Friday, June 09, 2006

A Spot of Reading

This is the second cloudy day in a row, the cloudiness being a nice change from the recent sunniness. Yesterday, however, I was considerably out of sorts; today I am most cheerful.

Last evening I stayed up late reading An Equal Music by Vikram Seth, a present from my aunt. I found it most engrossing and kept on reading a little bit more until I really was too tired. It's about a London-based musician; his interactions with fellow musicians and his parents; and especially his interactions with a fellow musician whom he loved and lost a decade earlier, only to find her again, married. I like the fact that the style is relatively unadorned, and that the interactions between characters and the characters themselves are natural, and that one can sympathize with the protagonist. Lastly, I like the frequent mention of some aspect of London geography, for instance the Serpentine, too.
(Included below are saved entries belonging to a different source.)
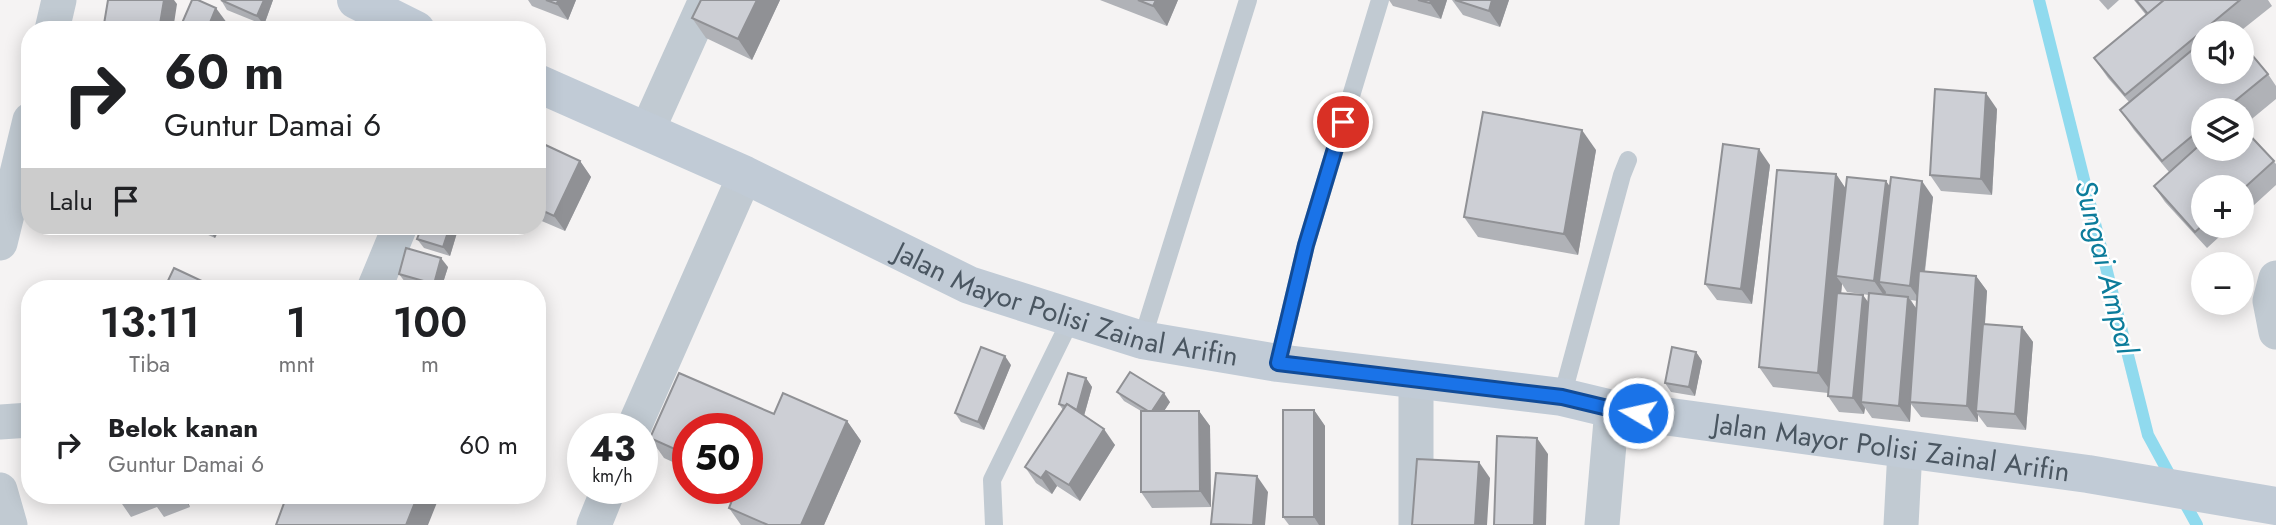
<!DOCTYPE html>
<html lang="id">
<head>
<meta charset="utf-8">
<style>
	body { margin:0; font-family:Jost,sans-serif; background:#f6f6f6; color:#202124; height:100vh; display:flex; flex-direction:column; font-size:26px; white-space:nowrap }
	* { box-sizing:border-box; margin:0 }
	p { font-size:23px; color:#757577 }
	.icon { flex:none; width:38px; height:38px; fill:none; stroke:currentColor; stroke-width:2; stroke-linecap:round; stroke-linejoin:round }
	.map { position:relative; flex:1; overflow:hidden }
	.drawer { position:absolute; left:21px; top:280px; width:525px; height:224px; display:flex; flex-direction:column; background:#fff; border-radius:28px; box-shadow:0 4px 18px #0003 }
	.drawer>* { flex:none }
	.banner { position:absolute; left:21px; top:21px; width:525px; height:214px; border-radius:28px; box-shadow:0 4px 18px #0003; background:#fff; color:#202124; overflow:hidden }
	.controls { position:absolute; left:2191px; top:21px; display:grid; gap:14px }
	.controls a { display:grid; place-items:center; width:63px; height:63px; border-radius:50%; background:#fff; box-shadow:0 4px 18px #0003; font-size:35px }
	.speed { position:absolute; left:567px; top:413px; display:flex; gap:14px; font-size:35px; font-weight:700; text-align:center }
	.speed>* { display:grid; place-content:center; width:91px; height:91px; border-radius:50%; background:#fff; box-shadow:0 4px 18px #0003; line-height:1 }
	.speed small { font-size:18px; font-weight:400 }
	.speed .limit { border:10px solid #d22; background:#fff; color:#111 }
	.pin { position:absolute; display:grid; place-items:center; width:60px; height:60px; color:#fff; margin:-30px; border:4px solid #fff; border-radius:50%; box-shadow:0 2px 7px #0007 }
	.me { position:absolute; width:77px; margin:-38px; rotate:279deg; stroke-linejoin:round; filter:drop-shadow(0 0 5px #0008) }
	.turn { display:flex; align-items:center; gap:24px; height:147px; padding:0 28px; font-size:32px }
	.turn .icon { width:91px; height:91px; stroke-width:2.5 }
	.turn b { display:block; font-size:49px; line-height:60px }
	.then { display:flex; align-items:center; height:66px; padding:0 28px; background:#0003; gap:14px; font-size:26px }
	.eta { display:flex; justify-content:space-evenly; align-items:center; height:119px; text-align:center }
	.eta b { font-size:42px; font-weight:600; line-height:49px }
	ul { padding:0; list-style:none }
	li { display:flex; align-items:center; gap:21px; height:91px; padding:0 28px }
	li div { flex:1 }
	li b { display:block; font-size:26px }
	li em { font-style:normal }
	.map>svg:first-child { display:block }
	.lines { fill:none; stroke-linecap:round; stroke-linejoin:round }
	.stream { stroke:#90daee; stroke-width:12 }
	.service { stroke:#c1cad2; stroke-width:18 }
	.minor { stroke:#c1cad2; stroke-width:35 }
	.secondary { stroke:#c1cbd6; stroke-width:38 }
	.wall { fill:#b0b2b7; fill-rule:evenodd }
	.shaded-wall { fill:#909195 }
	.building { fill:#cdcfd5; stroke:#909195; stroke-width:2 }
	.route-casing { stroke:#114b97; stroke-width:18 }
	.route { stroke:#1a73e8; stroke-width:12 }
	.labels { text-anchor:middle; stroke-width:5; stroke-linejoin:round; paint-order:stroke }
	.street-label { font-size:28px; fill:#4a5661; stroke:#fff }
	.water-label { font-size:30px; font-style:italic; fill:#0c7c9b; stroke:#fff }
</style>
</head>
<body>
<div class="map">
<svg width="2276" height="525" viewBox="0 0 2276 525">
	<rect width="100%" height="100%" fill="#f5f3f3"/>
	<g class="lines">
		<g class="stream">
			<path d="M2039,0L2148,435L2173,481"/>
			<path d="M2181,496L2197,525"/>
		</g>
		<g class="service">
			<path d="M1142,340L1248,0"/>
			<path d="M1278,363L1306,245L1380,0"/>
			<path d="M1562,397L1622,175L1628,160"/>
			<path d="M994,525L992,480L1072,317"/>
		</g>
		<g class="minor">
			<path d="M52,30L59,0"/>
			<path d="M647,131L706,0"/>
			<path d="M0,243L30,120"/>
			<path d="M2276,278L2270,301L2276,332"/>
			<path d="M374,289L400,226"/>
			<path d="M0,422L30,420"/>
			<path d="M633,429L745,175"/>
			<path d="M0,490L10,525"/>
			<path d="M594,525L609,488"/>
			<path d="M1416,525V380"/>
			<path d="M1602,525L1612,409"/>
			<path d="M1901,525L1905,450"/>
		</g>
		<g class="secondary">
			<path d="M356,0L416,30"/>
			<path id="s1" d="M537,83L745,175L969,285L1142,340L1278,363L1562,397L1612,409L2088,474L2276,506"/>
		</g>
	</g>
	<g class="wall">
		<path d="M221,0H273L264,25L227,10Z"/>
		<path d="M528,0H576L568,20L532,6Z"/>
		<path d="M780,0L752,60L706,38L692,18Z"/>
		<path d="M1100,0H1178L1167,26Z"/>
		<path d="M1389,0H1447L1441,19L1393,6Z"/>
		<path d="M1452,0H1509L1500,27L1463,15Z"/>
		<path d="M2099,0H2119L2108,10Z"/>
		<path d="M2134,0H2268L2272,6L2238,33H2203V72L2268,74L2276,86V99L2242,127L2276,164V185L2242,216V187H2203V226H2231L2207,248L2165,202L2154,186L2169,172L2134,130L2120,110L2129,102L2108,78L2094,58L2146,15ZM2203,110H2242V149H2203Z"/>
		<path d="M1997,109L1992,195L1941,191L1930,175Z"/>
		<path d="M537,141L580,161L591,177L565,231L537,219Z"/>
		<path d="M1596,150L1578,255L1478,237L1464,217Z"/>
		<path d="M1770,165L1752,304L1717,300L1705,284Z"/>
		<path d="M1836,174L1846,189L1886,181L1890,187L1933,197L1925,272L1976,276L1987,291L1985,324L2022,327L2033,342L2026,430L1987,427L1978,415V422L1921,417L1911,404L1910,422L1872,418L1865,408L1864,414L1839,412L1828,396V393L1773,387L1759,367ZM1842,284L1847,292L1869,295V303L1841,293ZM1911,300L1917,301L1916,309Z"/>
		<path d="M188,226H221L215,238Z"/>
		<path d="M422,226H459L450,256L424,248L417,239Z"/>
		<path d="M448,267L441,289H426L405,282L399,274Z"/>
		<path d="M1696,352L1702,361L1695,396L1671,392L1665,383Z"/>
		<path d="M1011,365L984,430L961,422L955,413Z"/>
		<path d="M679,373L774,414L783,393L847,421L861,441L824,525H741L729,508L737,490L732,488H747V429H688V469L664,458L650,438Z"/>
		<path d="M1086,378L1092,387L1084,416L1115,445L1080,501L1057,486L1052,494L1036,483L1025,467L1063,410L1059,404Z"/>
		<path d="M1117,392L1170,402L1164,411H1199L1210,426L1211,507L1152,508L1141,492V411L1124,401Z"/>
		<path d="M1314,410L1325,426V525H1289L1283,517Z"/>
		<path d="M118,495H186L185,496L190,507L164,517L157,507L131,517L120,501Z"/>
	</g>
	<g class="shaded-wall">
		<path d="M164,0H174L177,4L173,30H159Z"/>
		<path d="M264,0H273L264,25L257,16Z"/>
		<path d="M558,0H576L568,20L557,4Z"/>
		<path d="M757,0H780L752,60L738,39Z"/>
		<path d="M1156,0H1178L1167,26L1153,6Z"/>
		<path d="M1431,0H1447L1441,19L1430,3Z"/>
		<path d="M1492,0H1509L1500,27L1489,11Z"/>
		<path d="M216,8L227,23L225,30H207Z"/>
		<path d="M1986,93L1997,109L1992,195L1981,179Z"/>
		<path d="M1582,130L1596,150L1578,255L1564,234Z"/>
		<path d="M1759,149L1770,165L1752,304L1741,289Z"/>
		<path d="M580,161L591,177L565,231L554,216Z"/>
		<path d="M1836,174L1850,195L1836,276L1842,284L1832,393L1818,373Z"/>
		<path d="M1886,181L1897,197L1879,282L1886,292L1885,297L1874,281Z"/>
		<path d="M1922,181L1933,197L1921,302L1910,286Z"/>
		<path d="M206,226H221L215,238Z"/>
		<path d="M450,226H459L450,256L443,247Z"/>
		<path d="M441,258L448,267L441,289H437L434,284Z"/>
		<path d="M1976,276L1987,291L1979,411H1976L1978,415V422L1967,406Z"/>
		<path d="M204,282L208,289H201Z"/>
		<path d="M1863,295L1874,310L1861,402L1865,408L1864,414L1853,398Z"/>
		<path d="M1908,297L1919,312L1910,402L1911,404L1910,422L1899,406Z"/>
		<path d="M2022,327L2033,342L2026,430L2015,414Z"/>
		<path d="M1696,352L1702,361L1695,396L1689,387Z"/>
		<path d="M1005,356L1011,365L984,430L978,422Z"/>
		<path d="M1086,378L1092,387L1083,419L1077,410Z"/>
		<path d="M1164,393L1170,402L1157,422L1151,413Z"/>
		<path d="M1314,410L1325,426V525H1319L1314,517Z"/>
		<path d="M1199,411L1210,426L1211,507L1200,491Z"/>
		<path d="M847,421L861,441L824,525H801Z"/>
		<path d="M1104,429L1115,445L1080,501L1069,485Z"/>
		<path d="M1537,438L1548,454L1546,525H1534Z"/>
		<path d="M1479,462L1490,478L1487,525H1475Z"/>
		<path d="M1046,471L1057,486L1052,494L1041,478Z"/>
		<path d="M1257,476L1268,492L1265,525H1253Z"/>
		<path d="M181,495L185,496L190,507Z"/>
		<path d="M418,495H440L428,525H406Z"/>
	</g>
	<g class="building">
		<path d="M108,0H164L159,30H103Z"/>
		<path d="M192,0H198L216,8L207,30H179Z"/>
		<path d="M221,0H264L257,16Z"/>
		<path d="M546,0H558L557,4Z"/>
		<path d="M701,0H757L738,39L692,18Z"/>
		<path d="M1138,0H1156L1153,6Z"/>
		<path d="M1418,0H1431L1430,3Z"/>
		<path d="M1455,0H1492L1489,11Z"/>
		<path d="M2136,0H2164L2148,14Z"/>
		<path d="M2164,0H2240L2125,95L2094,58Z"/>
		<path d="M2225,23L2234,33H2213Z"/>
		<path d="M231,26L240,30H229Z"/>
		<path d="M2203,41V72H2242V43L2268,74L2224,110H2203V127L2162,161L2120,110Z"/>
		<path d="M1935,89L1986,93L1981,179L1930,175Z"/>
		<path d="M1483,112L1582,130L1564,234L1464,217Z"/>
		<path d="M2242,127L2274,161L2242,190V187H2203V225L2195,232L2154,186L2203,142V149H2242Z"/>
		<path d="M537,141L580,161L554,216L537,208Z"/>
		<path d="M1723,144L1759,149L1741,289L1705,284Z"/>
		<path d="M1777,170L1836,174L1818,373L1759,367Z"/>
		<path d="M1847,177L1886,181L1874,281L1836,276Z"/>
		<path d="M1891,177L1922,181L1910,286L1879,282Z"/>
		<path d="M422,226H450L443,247L417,239Z"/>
		<path d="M406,248L441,258L434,284L399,274Z"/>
		<path d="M174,268L204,282L201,289H164Z"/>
		<path d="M1919,271L1976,276L1967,406L1910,402Z"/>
		<path d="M1837,293L1863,295L1853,398L1828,396Z"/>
		<path d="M1869,293L1908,297L1899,406L1861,402Z"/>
		<path d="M1983,324L2022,327L2015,414L1976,411Z"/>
		<path d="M981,347L1005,356L978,422L955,413Z"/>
		<path d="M1672,347L1696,352L1689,387L1665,383Z"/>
		<path d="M1130,372L1164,393L1152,411H1148L1117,392Z"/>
		<path d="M679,373L774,414L783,393L847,421L801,525H768L729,508L737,488H747V429H688V455L650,438Z"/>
		<path d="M1068,373L1086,378L1077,410L1067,404L1065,406L1059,404Z"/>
		<path d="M1067,404L1104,429L1069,485L1046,471L1041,478L1025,467Z"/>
		<rect x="1283" y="410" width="31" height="107"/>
		<path d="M1141,411H1199L1200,491L1141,492Z"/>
		<path d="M1497,436L1537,438L1534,525H1494Z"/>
		<path d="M1417,459L1479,462L1475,525H1412Z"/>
		<path d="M1216,473L1257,476L1253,525L1211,524Z"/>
		<path d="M118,495H136L120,501Z"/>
		<path d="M151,495H168L153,501Z"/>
		<path d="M287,495H418L406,525H276Z"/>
	</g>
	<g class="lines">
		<g class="route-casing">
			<path id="route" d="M1343,122L1306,245L1278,363L1562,397L1612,409L1638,413"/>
		</g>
		<use href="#route" class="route"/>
	</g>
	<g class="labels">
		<g class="street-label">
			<text dy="10" stroke="none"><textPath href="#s1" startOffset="576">Jalan Mayor Polisi Zainal Arifin</textPath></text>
			<text dy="10" stroke="none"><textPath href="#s1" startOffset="1416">Jalan Mayor Polisi Zainal Arifin</textPath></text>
		</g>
		<g class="water-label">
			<text transform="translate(2106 267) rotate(76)" y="10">Sungai Ampal</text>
		</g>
	</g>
</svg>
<div class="controls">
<a><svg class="icon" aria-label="sound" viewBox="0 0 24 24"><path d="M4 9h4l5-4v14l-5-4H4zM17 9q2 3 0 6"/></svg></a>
<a><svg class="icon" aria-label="layers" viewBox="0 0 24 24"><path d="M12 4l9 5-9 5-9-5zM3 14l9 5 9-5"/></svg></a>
<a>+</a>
<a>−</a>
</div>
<div class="speed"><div>43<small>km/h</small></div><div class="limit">50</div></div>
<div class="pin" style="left:1343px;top:122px;background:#d93025"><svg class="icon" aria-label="arrive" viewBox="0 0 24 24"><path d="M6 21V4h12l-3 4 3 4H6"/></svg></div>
<svg class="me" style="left:1638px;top:413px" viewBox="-20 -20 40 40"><circle r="17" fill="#1a73e8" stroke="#fff" stroke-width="3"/><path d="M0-11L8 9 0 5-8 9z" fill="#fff"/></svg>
<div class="banner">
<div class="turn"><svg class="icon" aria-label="right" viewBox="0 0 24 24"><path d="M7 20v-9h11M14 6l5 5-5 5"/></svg><div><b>60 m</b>Guntur Damai 6</div></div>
<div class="then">Lalu<svg class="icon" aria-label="arrive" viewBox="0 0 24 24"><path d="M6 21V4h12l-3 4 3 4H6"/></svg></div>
</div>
<section class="drawer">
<div class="eta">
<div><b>13:11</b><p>Tiba</p></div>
<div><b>1</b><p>mnt</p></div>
<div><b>100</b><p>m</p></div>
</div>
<ul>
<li><svg class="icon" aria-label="right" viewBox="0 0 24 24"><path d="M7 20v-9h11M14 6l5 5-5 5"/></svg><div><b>Belok kanan</b><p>Guntur Damai 6</p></div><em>60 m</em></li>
</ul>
</section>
</div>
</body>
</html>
It annoys me in modern literature when one gets the sense that the author is taking out his frustrations in life on his hapless protagonist, while pretending that this approach is realism or worldly wisdom rather than revenge. So it was a great relief not to find a hint of that in the book.

My other bedtime reading, The Pickwick Papers, is getting along well, too. The plot is much less desultory than I had expected. (This is the first time I've used "desultory" -- hehehe.) And I find it most amusing, and an excellently satirical source of broad information about English society -- and refreshingly free of colourless heroines.